An important element to a revival in stockmarkets is a robust recovery in
corporate profitability and, by extension, in the American economy. Recent
economic statistics suggest that a recovery is under way, though commentators
still dispute its speed and duration. Although the principal risk remains the
deflationary influence of high private sector debt levels, some argue that a
mounting budget deficit and historically low interest rates threaten to
re-ignite inflation.
Adding to the uncertainty is the weakness of the US Dollar, which reflects a
continuing deterioration in the current account and a reduced enthusiasm for US
assets: not only does it inhibit the ability of the American consumer to buy
overseas goods, but it also threatens to foster a recovery in corporate America
that comes at the expense of the rest of the world. Hints of such a unilateral
upturn have already been seen in the Bush Administration's steel tariffs.
US Dollar weakness has not, to date, proved too troublesome for the UK, with
Sterling also having fallen against the Euro. Sustained currency weakness would
provide a welcome fillip to the beleaguered British manufacturing sector. The
Monetary Policy Committee may also be pleased to the extent that it affords
greater scope to raise interest rates in response to an increasingly bullish
consumer. Low unemployment and a booming housing market have combined to
produce an annualised growth rate in consumer spending of 4%. As in the US,
this is showing up in a potentially troublesome deterioration in the trade
account.
INVESTMENT PERFORMANCE
In a difficult period for equities, ASCoT managed to outstrip its benchmark.
Your Managers undeniably benefited from what following winds there were in an
otherwise stormy stockmarket. Reflecting their cheaper valuations and lower
exposure to problematic industries such as telecoms, smaller companies performed
well against their larger peers. Moreover, the value investment style, to which
your Managers have always adhered, continued to be helpful in the opening six
months of the year, as many growth companies failed again to live up to
investors' expectations.
These two broad stockmarket trends made important contributions to ASCoT's
performance but were essentially beyond the influence of the Managers. Factors
over which they have greater control are sector and stock selection. Clearly,
adherence to value investment would have had a positive influence on the choice
of sectors and stocks. Reassuringly, though, third-party data available to the
Managers suggest that the portfolio would also have outstripped an index of
small UK quoted 'value' companies.
Historically your Managers have benefited from periods of high takeover
activity. Consistent with continuing economic uncertainty and difficult credit
markets only one holding was the subject of a takeover bid in the six month
period. However, four investments sought equity financing for acquisition or
organic growth.
The sector distribution of the portfolio has changed little over the year to
date. Indeed, the only move of note has been a relatively modest increase in
exposure to Information Technology. Here, your Managers have been attracted by
the availability of a handful of companies with reasonable valuations rather
than by a general view that an upturn in technology is imminent.
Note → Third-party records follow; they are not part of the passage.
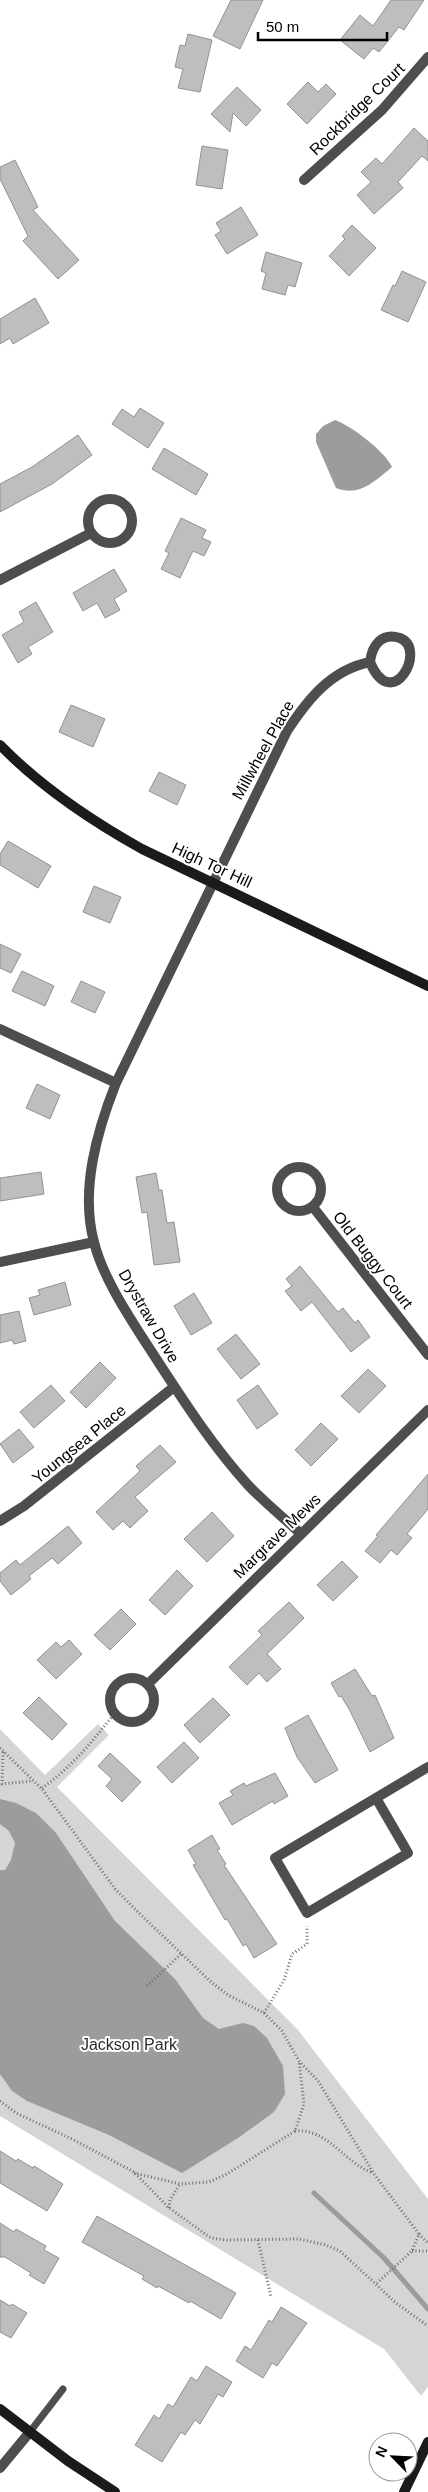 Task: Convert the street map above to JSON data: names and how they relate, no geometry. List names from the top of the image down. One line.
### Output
{"streets":{"street":["Rockbridge Court","Millwheel Place","High Tor Hill","Old Buggy Court","Drystraw Drive","Youngsea Place","Margrave Mews"]},"crossings":[["Millwheel Place","High Tor Hill"],["Millwheel Place","Drystraw Drive"],["High Tor Hill","Drystraw Drive"],["Drystraw Drive","Youngsea Place"],["Drystraw Drive","Margrave Mews"]],"parks":["Jackson Park"],"scale_bar":"50 m","north":"top left"} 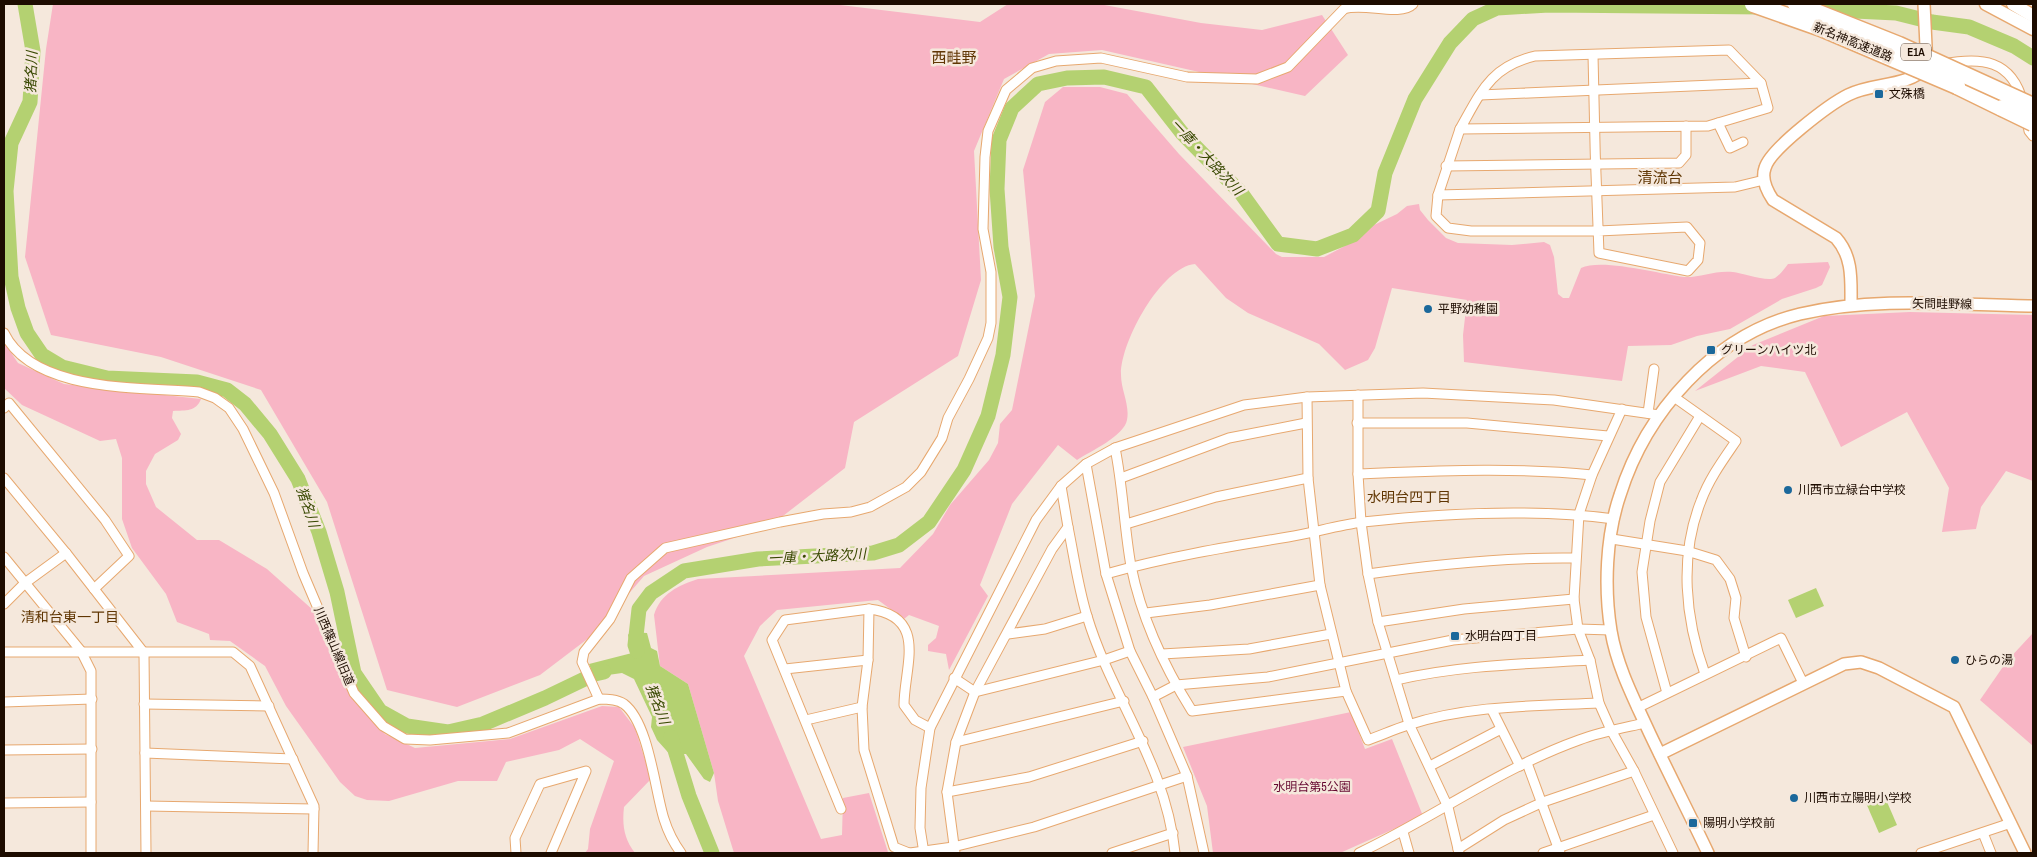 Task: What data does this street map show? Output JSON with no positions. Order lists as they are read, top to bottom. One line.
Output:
{"streets":{"highway":["新名神高速道路","E1A"],"street":["矢問畦野線","川西篠山線旧道"]},"districts":["西畦野","清流台","水明台四丁目","清和台東一丁目"],"water":["猪名川","一庫・大路次川"],"parks":["水明台第5公園"],"places":{"transit":["文殊橋","グリーンハイツ北","水明台四丁目","陽明小学校前"],"other":["平野幼稚園","川西市立緑台中学校","ひらの湯","川西市立陽明小学校"]}} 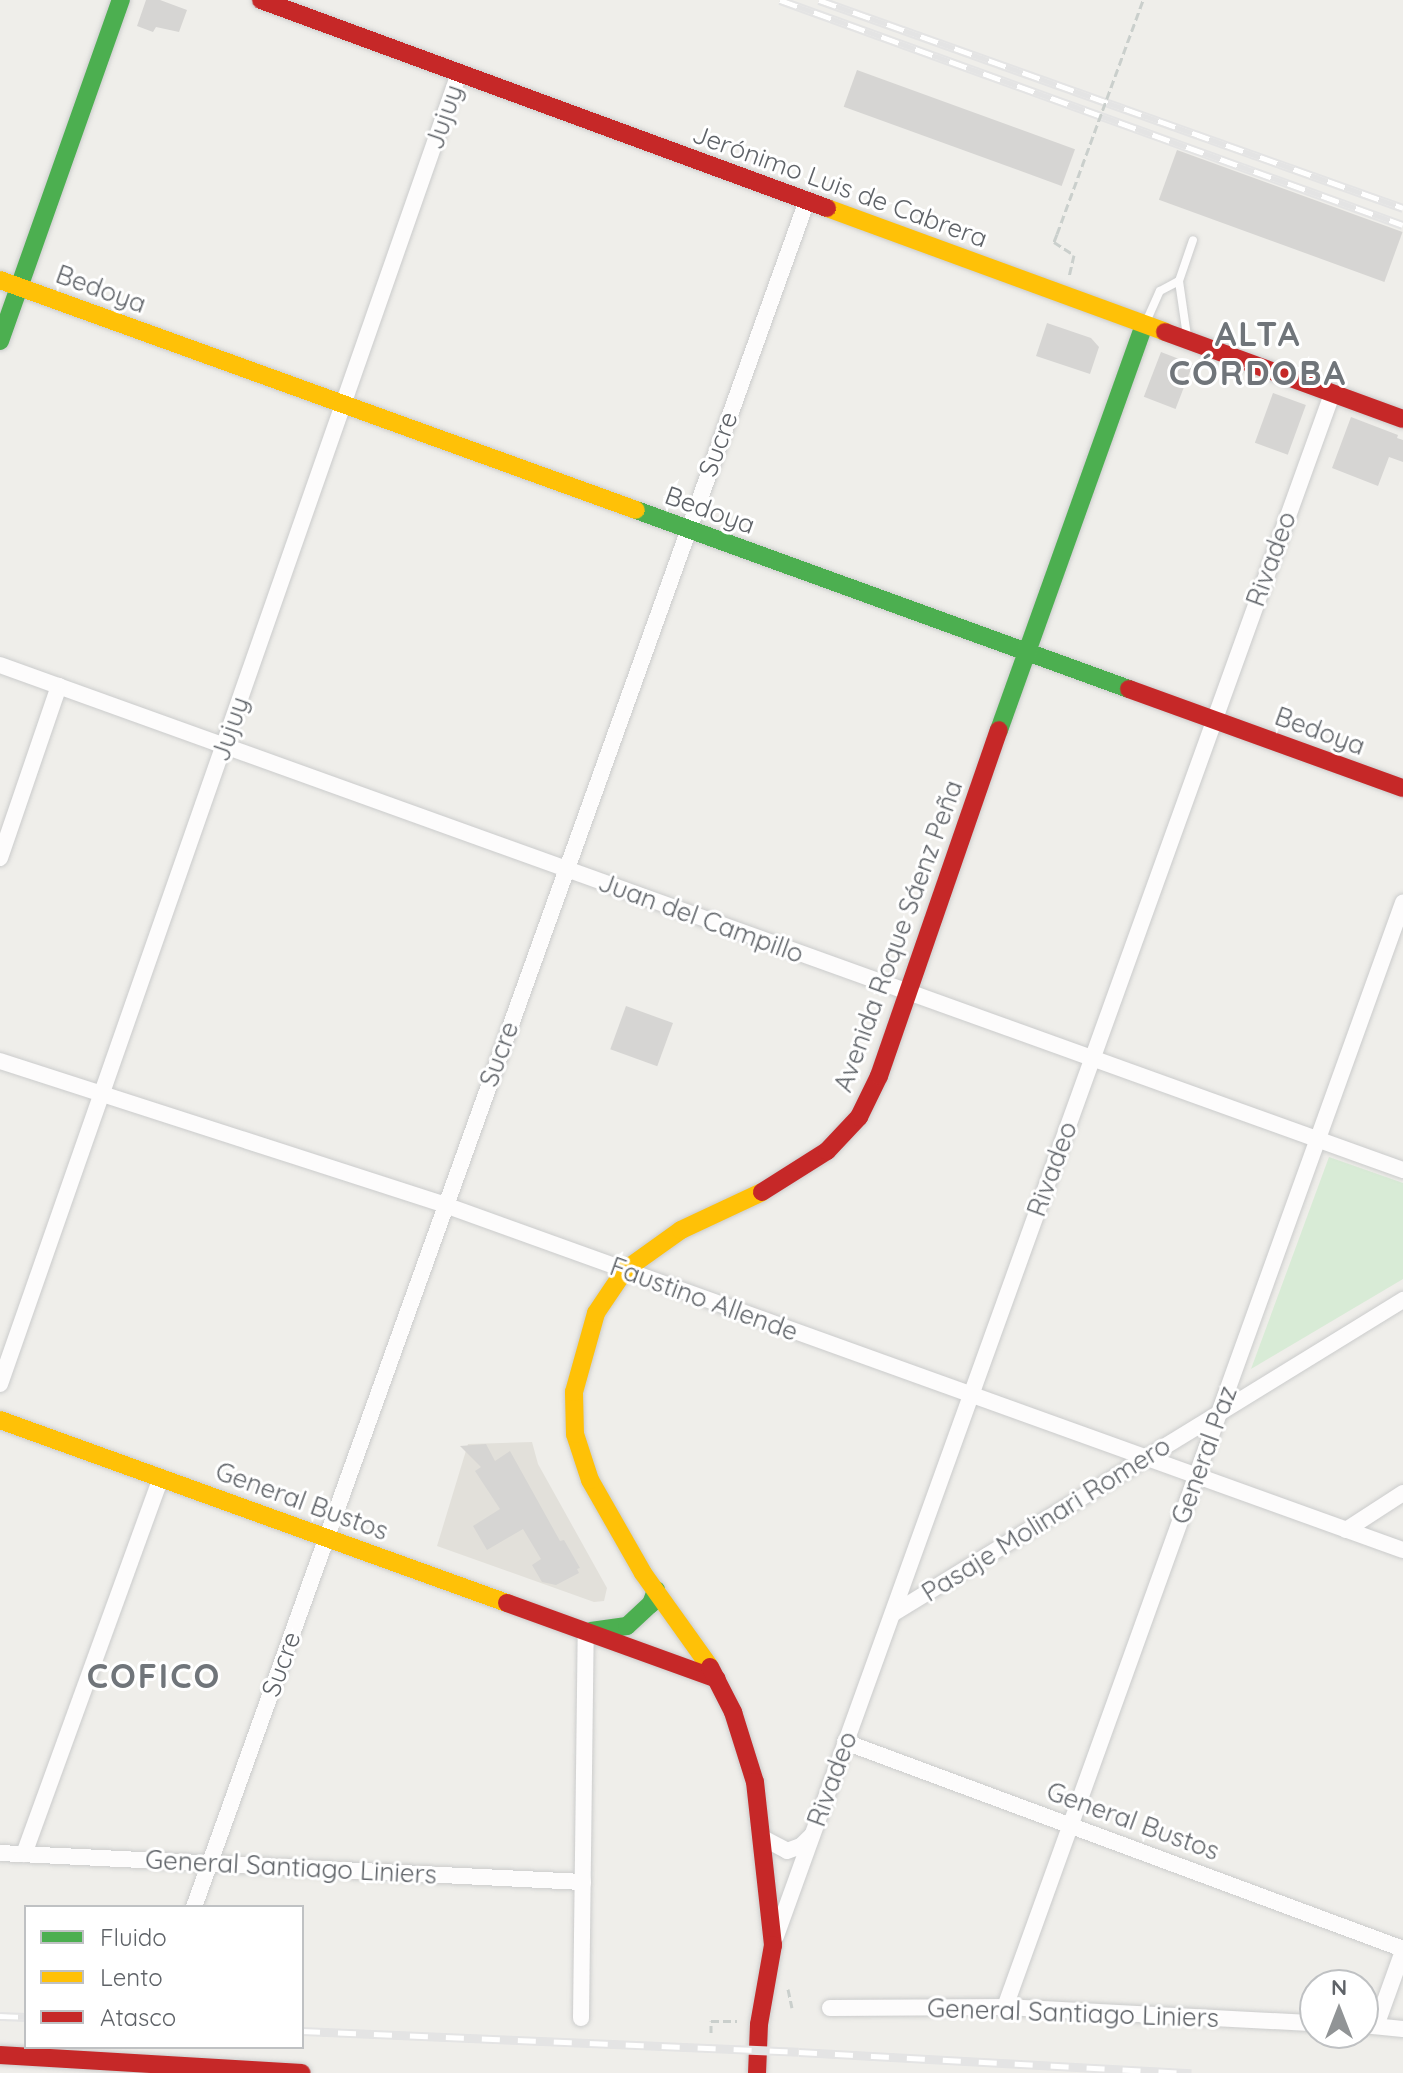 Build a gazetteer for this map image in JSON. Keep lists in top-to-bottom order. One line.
{"streets":{"main road":["Jerónimo Luis de Cabrera","Bedoya","Avenida Roque Sáenz Peña","General Bustos"],"street":["Jujuy","Sucre","Rivadeo","Juan del Campillo","Faustino Allende","General Paz","Pasaje Molinari Romero","General Santiago Liniers"]},"crossings":[["Jujuy","Jerónimo Luis de Cabrera"],["Jujuy","Bedoya"],["Jujuy","Juan del Campillo"],["Jujuy","Faustino Allende"],["Jerónimo Luis de Cabrera","Sucre"],["Jerónimo Luis de Cabrera","Rivadeo"],["Jerónimo Luis de Cabrera","Avenida Roque Sáenz Peña"],["Bedoya","Sucre"],["Bedoya","Rivadeo"],["Bedoya","Avenida Roque Sáenz Peña"],["Sucre","Juan del Campillo"],["Sucre","Faustino Allende"],["Sucre","General Bustos"],["Sucre","General Santiago Liniers"],["Rivadeo","Juan del Campillo"],["Rivadeo","Avenida Roque Sáenz Peña"],["Rivadeo","Faustino Allende"],["Rivadeo","General Bustos"],["Rivadeo","Pasaje Molinari Romero"],["Juan del Campillo","Avenida Roque Sáenz Peña"],["Juan del Campillo","General Paz"],["Avenida Roque Sáenz Peña","Faustino Allende"],["Avenida Roque Sáenz Peña","General Bustos"],["Faustino Allende","General Paz"],["Faustino Allende","Pasaje Molinari Romero"],["General Paz","General Bustos"],["General Paz","Pasaje Molinari Romero"],["General Paz","General Santiago Liniers"]],"districts":["ALTA CÓRDOBA","COFICO"],"legend":["Fluido","Lento","Atasco"],"north":"top"}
The portfolio comprises holdings in 96 companies, a level of diversification
consistent with ASCoT's history. Perhaps more than has been the case for the
last four years, this portfolio represents an accumulation of individually
attractive companies, with broader views on industries playing a less important
role in its construction. Notwithstanding the macro-economic issues that
bedevil equity valuations in general, your Managers can see opportunities in
virtually all sectors of the UK smaller companies universe. A useful, if
somewhat cliched, way of describing the current situation is therefore as 'a
market of stocks rather than a stockmarket'.
INVESTMENT OUTLOOK
Prospects for equities - even for small UK quoted companies - continue to be
dominated by events in the US. The success of the American capitalist model
through the 1990s means that its influences are felt around the world. However,
imbalances in the US economy are combining with uncertainty over the true
profitability of business to call into question the precise nature of this
success. This crisis of confidence finds confirmation in the weakening of the
previously unassailable US Dollar.
Against this background, it would seem reasonable to adjust expectations of
annual returns from holding equities. A reversion to the longer-run historical
average of 5-7%, in real terms, would appear more likely than the returns in the
late 1990s of two to three times that level. In such circumstances, dividend
yields become a proportionately more important element of the total return.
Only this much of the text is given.